Whew! I thank the Lord for walking with me and for bringing the Army of Believers who have been there, led me, and carried me on this journey to today. It takes an Army and an unshakable faith in Christ to rise from the trials of life victorious. I pray daily for Craig’s repentance and return to the Lord. And I do know this: the choices we make each day determine where we ultimately land in our walk with the Lord, our walk through the days of our lives. Since my prayer has always been for my own sorrows not to be wasted, I remember to seek the face of Jesus each day, especially when the mud flies. I pray that Craig will too. He has incredible gifts of teaching, of reasoning, of physical health, and of loving. May these be used for God’s glory soon.

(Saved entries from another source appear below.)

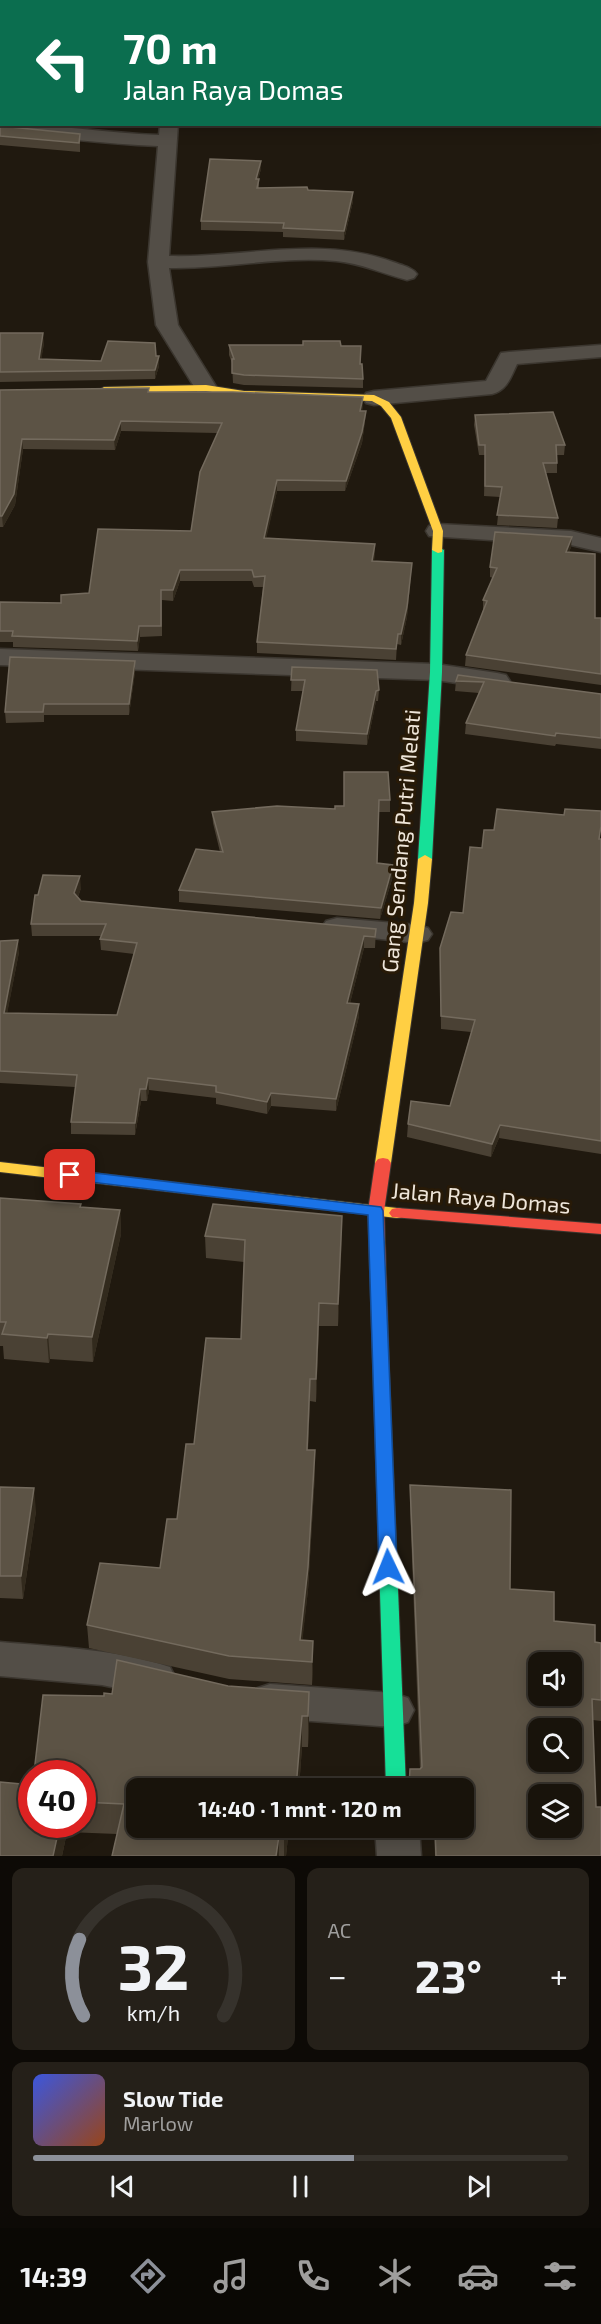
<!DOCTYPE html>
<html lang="id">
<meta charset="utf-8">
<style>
body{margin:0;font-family:"Exo 2",sans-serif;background:#252019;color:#f1f3f6;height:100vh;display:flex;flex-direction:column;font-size:22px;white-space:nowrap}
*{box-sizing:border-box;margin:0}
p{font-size:20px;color:#9f9e9d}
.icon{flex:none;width:33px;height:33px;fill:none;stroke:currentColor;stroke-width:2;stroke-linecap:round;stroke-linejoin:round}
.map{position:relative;height:1856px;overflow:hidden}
.side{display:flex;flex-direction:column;gap:12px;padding:12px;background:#0d0a06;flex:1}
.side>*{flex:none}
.guide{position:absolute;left:0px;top:0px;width:602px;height:126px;box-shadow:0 3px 15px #0003,0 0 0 2px #36322c;background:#0b6e4f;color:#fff;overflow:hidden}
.controls{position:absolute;left:528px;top:1652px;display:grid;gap:12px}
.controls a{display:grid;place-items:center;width:54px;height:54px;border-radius:12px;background:#18130b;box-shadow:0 3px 15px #0003,0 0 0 2px #36322c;font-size:30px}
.speed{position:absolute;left:18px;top:1760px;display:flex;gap:12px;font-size:30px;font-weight:700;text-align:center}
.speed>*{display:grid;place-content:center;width:78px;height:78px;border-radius:50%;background:#18130b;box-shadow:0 3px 15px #0003,0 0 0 2px #36322c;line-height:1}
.speed .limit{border:9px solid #d22;background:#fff;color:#111}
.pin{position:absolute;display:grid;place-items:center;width:51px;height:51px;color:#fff;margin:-26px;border-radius:12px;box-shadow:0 3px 9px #0006}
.me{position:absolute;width:66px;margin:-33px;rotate:358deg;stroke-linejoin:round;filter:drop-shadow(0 0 4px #0008)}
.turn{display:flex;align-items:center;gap:21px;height:126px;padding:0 24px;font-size:27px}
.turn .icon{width:78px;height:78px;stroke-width:2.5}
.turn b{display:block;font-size:42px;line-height:51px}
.big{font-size:45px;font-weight:700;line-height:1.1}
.side .tile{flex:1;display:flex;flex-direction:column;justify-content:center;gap:9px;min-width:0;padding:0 21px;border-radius:12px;background:#252019}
.side .dial{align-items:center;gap:0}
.dial svg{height:156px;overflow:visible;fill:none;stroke:#36322c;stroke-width:7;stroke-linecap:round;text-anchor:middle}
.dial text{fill:#f1f3f6;stroke:none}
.song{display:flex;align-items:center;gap:18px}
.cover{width:72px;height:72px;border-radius:9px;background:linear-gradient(135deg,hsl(230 70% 55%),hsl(20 70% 35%))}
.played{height:6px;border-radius:3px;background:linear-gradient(90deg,#8c9099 60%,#36322c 60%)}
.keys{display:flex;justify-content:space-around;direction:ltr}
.heat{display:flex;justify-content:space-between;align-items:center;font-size:33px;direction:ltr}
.side .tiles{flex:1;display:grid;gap:12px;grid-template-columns:1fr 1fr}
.tile:last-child{grid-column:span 2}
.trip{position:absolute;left:126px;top:1778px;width:348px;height:60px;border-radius:12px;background:#18130b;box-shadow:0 3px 15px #0003,0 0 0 2px #36322c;font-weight:700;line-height:60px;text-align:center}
.dock{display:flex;height:96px;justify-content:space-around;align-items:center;background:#0a0804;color:#9f9e9d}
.dock .icon{width:42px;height:42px}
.dock .current{color:#8c9099}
.dock b{font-size:27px;color:#f1f3f6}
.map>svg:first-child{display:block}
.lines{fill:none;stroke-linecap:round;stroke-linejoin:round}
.street-casing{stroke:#3b362f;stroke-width:3}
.fast-casing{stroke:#3b362f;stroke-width:2}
.slow-casing{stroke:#3b362f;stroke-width:2}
.jam-casing{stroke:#3b362f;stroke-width:2}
.street{fill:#534e47;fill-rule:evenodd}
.fast{fill:#16e098;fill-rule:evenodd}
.slow{fill:#ffcf43;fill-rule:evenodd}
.jam{fill:#f24e42;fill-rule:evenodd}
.wall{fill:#4a4134}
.shaded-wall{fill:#322a1d}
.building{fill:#5c5345;stroke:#736a5d;stroke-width:1.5;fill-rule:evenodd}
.route{fill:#1a73e8;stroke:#114b97;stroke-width:1.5}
.labels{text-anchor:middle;stroke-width:6;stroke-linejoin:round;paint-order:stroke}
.street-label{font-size:22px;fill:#efe6da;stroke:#281a07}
</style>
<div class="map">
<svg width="601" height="1856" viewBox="0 0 601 1856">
<rect width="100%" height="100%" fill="#20190f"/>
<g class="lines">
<!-- street casing -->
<g class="street-casing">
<g id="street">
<path d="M0,14h2l-2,11z"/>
<path d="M0,122l2,2c53,0 104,9 157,11l1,-11h18l-9,132c75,2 151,-21 224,6 8,3 19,5 24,12l-3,4 -7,2c-24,-6 -46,-17 -71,-19 -56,-5 -111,8 -167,7l9,57 39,63 -3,5 -8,2 -8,-2 -42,-68 -8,-63 10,-116c-53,-2 -105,-9 -158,-14z"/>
<path d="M601,345v12l-84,7c-6,13 -10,26 -25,30l-118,11 -8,-2 -3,-5 3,-5 8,-2 112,-10 15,-28 8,-1z"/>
<path d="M438,524l133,7 30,7v14l-30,-7 -142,-9 -3,-5 3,-5z"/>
<path d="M0,649l436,15 61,9 9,2 4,6 -4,6 -9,2 -61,-9 -436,-15z"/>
<path d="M337,918l80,7 11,3 4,6 -4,6 -11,3 -91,-10 -4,-6 4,-6z"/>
<path d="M0,1642c57,5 115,7 170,25l6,12 -6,12 -15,5 -53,-11 -102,-9z"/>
<path d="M270,1684l123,9 15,5 6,12 -6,12 -15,5 -123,-9 -15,-5 -6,-12 6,-12z"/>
<path d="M375,1827h44l2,29h-44z"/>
</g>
</g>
<!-- fast casing -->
<g class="fast-casing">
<g id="fast">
<path d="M438,547l6,3 -2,122 -10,187 -7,4 -7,-4 12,-187 2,-122z"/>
<path d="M381,1360l6,2 2,4 17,422h-20l-13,-422 2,-4z"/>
</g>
</g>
<!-- slow casing -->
<g class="slow-casing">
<g id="slow">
<path d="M206,385l38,6 130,4 15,7 12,15 42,114 -1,21 -4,1 -6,-3 1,-19 -42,-113 -10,-12 -9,-5 -128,-4 -38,-6 -102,2 -5,-3 5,-3z"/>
<path d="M425,855l7,4 -4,44 -37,260 -3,4h-10l-3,-4 39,-260 4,-44z"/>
<path d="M0,1162l397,46 5,1 3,4 -3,4 -5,1 -397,-46z"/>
</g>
</g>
<!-- jam casing -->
<g class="jam-casing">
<g id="jam">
<path d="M383,1158l5,1 3,4 -7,48 5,155 -2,4 -6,2 -6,-2 -2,-4 -5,-155 7,-48 3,-4z"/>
<path d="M397,1208l204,16v10l-209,-17 -3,-4 3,-4z"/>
</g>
</g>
<!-- street -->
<use href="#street" class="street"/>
<!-- fast -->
<use href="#fast" class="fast"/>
<!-- slow -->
<use href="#slow" class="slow"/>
<!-- jam -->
<use href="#jam" class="jam"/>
</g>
<!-- wall -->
<g class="wall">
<rect x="0" y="48" width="2" height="72"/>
<path d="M57,124h23v2z"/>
<path d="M0,126l80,8v18l-80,-7z"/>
<path d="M261,169l-3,10h1v9l49,2 45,11 -9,39 -61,-3v-5l-82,-2v-9z"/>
<path d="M0,333l44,10 -3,16 60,2 58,-5v10l-4,13 -155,3z"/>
<path d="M229,345l112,1 19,18 3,15v9l-119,-3 -11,-2 -1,-20 -3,-8z"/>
<path d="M0,390l363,7 -1,14h4l-1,10 -3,22 -17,48h-68l-11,47 109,6 -1,17 38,2 -5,54 -6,28 -4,-1 -1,16 -139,-7v-11l6,-55h-9l-2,-6h-72l-7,20 -11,-1v36l-22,1 -2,14 -125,-4v-5h-13v-40l61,1 28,-10 102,-62 26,-98 -96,-2 -6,19 -92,-1 -8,56 -12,22h-3z"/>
<path d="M475,415l90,30 -1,10h-7v18h-11l12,45 -1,10 -60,-3 3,-28 -16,-1 1,-41h-6l-5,-30z"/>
<path d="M571,547l-2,5 26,66h6v67l-136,-19 1,-11 17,-44v-11l10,-22 -3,-1v-10z"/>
<path d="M292,667l87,23 -1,11h-2l-9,44 -71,-4v-11l7,-39h-12z"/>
<path d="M135,672l-6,43h-85v7l-38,1 -1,-11z"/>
<path d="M458,675l143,19v55l-45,-5 -1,2 -90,-12 1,-11 13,-30 -24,-2 1,-10z"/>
<path d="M344,772l46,28v12h-11l-2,51 16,13 -13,43 -201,-17v-12l41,-38 -7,-29 -1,-11 123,-3 9,-3z"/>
<path d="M601,839v315l-102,-16 -8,19 -84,-20 1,-13 42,-18 21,-74 -30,-3 -1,-81 23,-35 19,-65z"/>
<path d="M81,888l-3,9 3,4 295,28 -1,19h-11l-14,55 9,13 -23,95 -65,-5 -4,8 -51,-10v-6l-67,-8 -2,11h-6l-6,34 -64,-1v-12l4,-35 -75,-4v-142l19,11 -12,61 110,2 17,-61 -33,-4 -1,-11 1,-3h-69l-1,-12z"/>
<path d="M0,1198l81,6v3l39,3 1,24 -28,128 -43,-3 -1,4 -45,-4 -1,-13h-3z"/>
<path d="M342,1216l-4,110h-19l-3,76 -6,-1 -2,49h7v23l-7,117 -6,50 11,24 -1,21 -83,-6 -140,-31 -2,-23 73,-57 17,-49 17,-75 47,-105 3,-77 -38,-4 -1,-22z"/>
<path d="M410,1485l100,104 44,32 41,21 6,1v78l-8,-1 3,87 5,49h-166l-1,-29h30v-39h-55l1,-19h10l-10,-263z"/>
<path d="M0,1487l36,24 -13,88 -23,-1z"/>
<path d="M228,1686l81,6v31l-1,24h-6l-3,41h-163l153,39 -3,29h-174l5,-22 -50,-2 -5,24h-62l32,-32h50v-51l22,-77 8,-2z"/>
</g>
<!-- shaded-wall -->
<g class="shaded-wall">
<path d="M261,161v8l-5,19v-9z"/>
<path d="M353,192v9l-9,39v-9z"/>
<path d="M43,333l1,10 -4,26 -1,-10z"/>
<path d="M159,356v10l-4,13v-9z"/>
<path d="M363,397v10l-3,14v-10z"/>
<path d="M366,411l-1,10 -3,22 -17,48 1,-10z"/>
<path d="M121,421v10l-6,19 -1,-10z"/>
<path d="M22,439l1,10 -8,56 -12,22 -1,-11z"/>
<path d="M277,480v11l-13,58v-11z"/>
<path d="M572,537l-1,10 -5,15v-10z"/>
<path d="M375,544v11l-3,17v-11z"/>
<path d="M412,563l-5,54 -6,28v-11z"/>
<path d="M180,570v11l-7,20v-11z"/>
<path d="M139,626l1,11 -2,14 -1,-10z"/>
<path d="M135,661v11l-6,43v-11z"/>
<path d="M376,691v10l-9,44v-11z"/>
<path d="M393,865v11l-13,43 1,-11z"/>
<path d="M80,876l1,12 -6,17 -1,-12z"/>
<path d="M364,936v12l-17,67v-12z"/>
<path d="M18,940l1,12 -14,73 -1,-12z"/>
<path d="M359,1004v12l-23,95v-12z"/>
<path d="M148,1078l1,12 -2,11 -1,-12z"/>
<path d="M140,1089l1,12 -6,34v-12z"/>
<path d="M271,1093v13l-4,8v-12z"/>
<path d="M500,1125l-1,13 -8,19 1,-13z"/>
<path d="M120,1210l1,24 -28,128 -1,-25z"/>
<path d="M342,1216v22l-4,88v-22z"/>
<path d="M319,1303v23l-3,76v-23z"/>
<path d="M48,1334l2,25 -1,4 -2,-25z"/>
<path d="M310,1379v22l-3,71v-22z"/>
<path d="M315,1450v23l-7,117 -8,73v-23z"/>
<path d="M34,1488l2,23 -13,88 -2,-23z"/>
<path d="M313,1641v23l-1,21v-23z"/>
<path d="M309,1692v31l-1,24v-31z"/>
<path d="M302,1716v31l-3,41h-3z"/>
<path d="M60,1824h6l1,8 -5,24h-9z"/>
<path d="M285,1827h4l-3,29h-2v-19z"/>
<path d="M279,1836v20h-3z"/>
</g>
<!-- building -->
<g class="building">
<rect x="141" y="0" width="51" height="2"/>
<rect x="0" y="48" width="2" height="63"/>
<path d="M0,126l80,8 -1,9 -79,-7z"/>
<path d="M210,159l51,2 -5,18h3l-2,9 50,-1 1,3 45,2 -9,39 -61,-3 1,-5 -83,-2z"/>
<path d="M0,333h43l-4,26 62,2 7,-20 47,2 1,13h3l-4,14 -155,2z"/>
<path d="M303,341h37l1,5h20l-1,18h2l1,15 -119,-4 -12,-2v-14h2l-5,-14h74z"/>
<path d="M149,388l-1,4h85l130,5 -3,14h6l-4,21 -16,49 -69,-1 -13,58 111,6 -3,17 40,2 -5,44 -6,27h-3l-2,15 -139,-7 8,-66 -11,1 -2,-7h-72l-7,20h-12v36h-22l-2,15 -125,-5 1,-5h-13v-29l61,1v-8l28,-2 9,-64 93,2 9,-59 22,-49 -101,-2 -7,19 -92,-1 -8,55 -12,22h-2v-126z"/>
<path d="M553,412l12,33h-9l1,18h-14l15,55 -61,-3 5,-28 -17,-1v-41h-6l-4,-30z"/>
<path d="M495,532l77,5 -6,15 29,2v64h6v56l-135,-19 21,-54 -4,-1 14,-32 -7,-1z"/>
<path d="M10,657l125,4 -6,43h-85l-1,8h-38z"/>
<path d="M292,667l85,3 2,20 -3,1 -9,43 -71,-4 9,-50h-14z"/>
<path d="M458,675l143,19v44l-45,-5 -1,3 -89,-13 18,-41 -28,-1z"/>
<path d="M344,772h44l2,28h-11l-2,63 16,2 -12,43 -202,-18 17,-41 27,3 -11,-40 65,-6 58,3v-3h9z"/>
<path d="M497,809l67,6 1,-6 36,2v15l-2,13h2v302l-101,-16 -8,19 -84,-20 3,-23 39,5 25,-86 -34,-4 -1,-68 11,-36 12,1 7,-66 12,1 2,-18h10z"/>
<path d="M43,875l37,1 -6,17 7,8 295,28 -1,8 -11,-1 -17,67 12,1 -23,95 -65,-6 -4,9 -51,-10v-6l-68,-8 -2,11h-6l-5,34 -64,-1 6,-47 -77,-4v-130l18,-1 -14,73 113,2 20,-72 -37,-4 6,-15h-75l4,-29h3z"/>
<path d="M0,1198l81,6 -1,3 40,3 -28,127 -44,-3 -1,4 -45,-4 4,-12h-6z"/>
<path d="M213,1204l129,12 -4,88 -19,-1 -3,76h-6l-3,71h8l-7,117 -8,73 13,1 -1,21 -83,-6 -142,-31 13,-62 60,5 7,-49h10l9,-75h8l12,-106 35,1 4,-99 -40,-4z"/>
<path d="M410,1485l101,5 -1,99 44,3v29l41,4v17l6,1v57l-9,-1 4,108h5v49h-165l-1,-29h29v-39h-29l-26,-2 1,-17h10l2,-2zM538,1662h34v33h-34zM538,1728h34v33h-34zM538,1794h34v33h-34z"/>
<path d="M0,1487l34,1 -13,88h-21z"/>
<path d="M117,1660l111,26 81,6 -1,24h-6l-6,72h-160v39h149l-1,10 -5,-1 -3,20h-164l12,-52 -42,-2v-29h-48l9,-78 61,1v-3l8,1z"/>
<path d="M0,1782l32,3v39h28l-7,32h-53z"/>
</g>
<!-- route -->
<path class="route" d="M70,1170l311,37 2,4 14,356 -3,5 -6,2 -7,-2 -2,-5 -11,-352 -303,-36 -2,-4 2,-3z"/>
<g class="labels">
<!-- street labels -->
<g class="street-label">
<text transform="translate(401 841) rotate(-85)" y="8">Gang Sendang Putri Melati</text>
<text transform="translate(481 1198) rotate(5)" y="8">Jalan Raya Domas</text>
</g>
</g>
</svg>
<div class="controls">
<a><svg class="icon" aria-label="sound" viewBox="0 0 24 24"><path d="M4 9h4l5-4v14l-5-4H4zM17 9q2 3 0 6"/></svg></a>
<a><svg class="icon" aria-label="search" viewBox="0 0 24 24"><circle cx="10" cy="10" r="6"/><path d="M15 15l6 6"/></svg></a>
<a><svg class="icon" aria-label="layers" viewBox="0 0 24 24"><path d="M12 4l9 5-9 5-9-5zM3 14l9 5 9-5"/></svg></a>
</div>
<div class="speed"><div class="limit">40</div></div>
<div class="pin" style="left:70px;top:1175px;background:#d93025"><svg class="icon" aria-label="arrive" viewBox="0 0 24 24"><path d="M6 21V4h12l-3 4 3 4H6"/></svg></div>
<svg class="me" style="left:388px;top:1567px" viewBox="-20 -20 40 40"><path d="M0-17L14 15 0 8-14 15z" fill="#1a73e8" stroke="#fff" stroke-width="4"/></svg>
<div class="trip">14:40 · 1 mnt · 120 m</div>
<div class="guide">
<div class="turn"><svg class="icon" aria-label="left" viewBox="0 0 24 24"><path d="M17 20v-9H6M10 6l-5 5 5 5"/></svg><div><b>70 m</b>Jalan Raya Domas</div></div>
</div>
</div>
<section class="side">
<div class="tiles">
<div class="tile dial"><svg viewBox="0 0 100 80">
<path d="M14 69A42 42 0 1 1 86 69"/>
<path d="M14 69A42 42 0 0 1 12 30" stroke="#8c9099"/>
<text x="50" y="56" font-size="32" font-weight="700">32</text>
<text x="50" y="72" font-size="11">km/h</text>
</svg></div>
<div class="tile"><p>AC</p>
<div class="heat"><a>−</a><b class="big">23°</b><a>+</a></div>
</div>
<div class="tile">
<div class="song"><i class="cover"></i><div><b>Slow Tide</b><p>Marlow</p></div></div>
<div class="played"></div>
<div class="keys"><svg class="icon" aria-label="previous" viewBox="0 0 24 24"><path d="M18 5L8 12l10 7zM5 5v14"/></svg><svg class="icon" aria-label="pause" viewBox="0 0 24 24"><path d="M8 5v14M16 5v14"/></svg><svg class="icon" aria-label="next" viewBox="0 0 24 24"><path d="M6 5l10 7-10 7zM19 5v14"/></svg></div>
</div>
</div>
</section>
<nav class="dock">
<b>14:39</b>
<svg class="icon current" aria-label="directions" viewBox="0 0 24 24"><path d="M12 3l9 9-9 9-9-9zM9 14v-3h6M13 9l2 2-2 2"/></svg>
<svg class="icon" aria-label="music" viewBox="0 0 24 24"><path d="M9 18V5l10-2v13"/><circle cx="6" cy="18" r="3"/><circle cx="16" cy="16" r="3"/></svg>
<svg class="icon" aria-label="phone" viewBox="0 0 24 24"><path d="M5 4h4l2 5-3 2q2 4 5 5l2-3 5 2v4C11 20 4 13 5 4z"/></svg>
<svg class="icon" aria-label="climate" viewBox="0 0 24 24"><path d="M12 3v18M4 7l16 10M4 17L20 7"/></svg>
<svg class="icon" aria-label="car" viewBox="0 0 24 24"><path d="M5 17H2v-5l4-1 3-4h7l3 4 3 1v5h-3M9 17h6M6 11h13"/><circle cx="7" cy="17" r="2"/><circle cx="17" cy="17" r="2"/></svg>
<svg class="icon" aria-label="filters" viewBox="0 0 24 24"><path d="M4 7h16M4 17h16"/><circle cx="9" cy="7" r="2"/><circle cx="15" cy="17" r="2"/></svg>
</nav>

As for me, I’m called to do what I can with what I have, where I am. (At the time of this writing in 2005, I’d) just had a “Thanksgiving” party to thank all the people that helped me; the evening was wonderful! I pray that the Lord continues to restore me. Through this process, my purpose has become clear: to build something of significance that blesses other people. Gee, that’s what I’ve always wanted in my heart before I could put the words together! To know this purpose is the intervention I prayed for March 4, 2003. I am closer to this dream now more than ever before. And it came this way. This way? Yes, it came this way.

And since this has proven to be true in my life I must say that I really wouldn’t want it any other way!

Thanks.  Just Julie

***************************

ADDENDUM:  It is now 9 years later when I have come across my testimony in an old computer file.  I am amazed at all the Lord has walked with me through!  My mother passed away in March of 2007 and I married my intended beloved, Steve, in November later that year.  I moved to Indiana to marry Steve, to slow things down, to rediscover so many rich outdoor activities, and to enjoy a loving relationship with Steve like none I had ever experienced before.  Even a serious personal illness, my brother’s stroke, and a medical leave from a lifelong profession that I love could not deter the love I experience from my Jesus and my Stevers.  After all:  life goes on.  I am exceedingly grateful that the Lord never changes.  I am exceedingly grateful for so much!

DSCF9784

The most important element in all of this, in all of my life, is my personal relationship with Jesus Christ.  Thank you Jesus.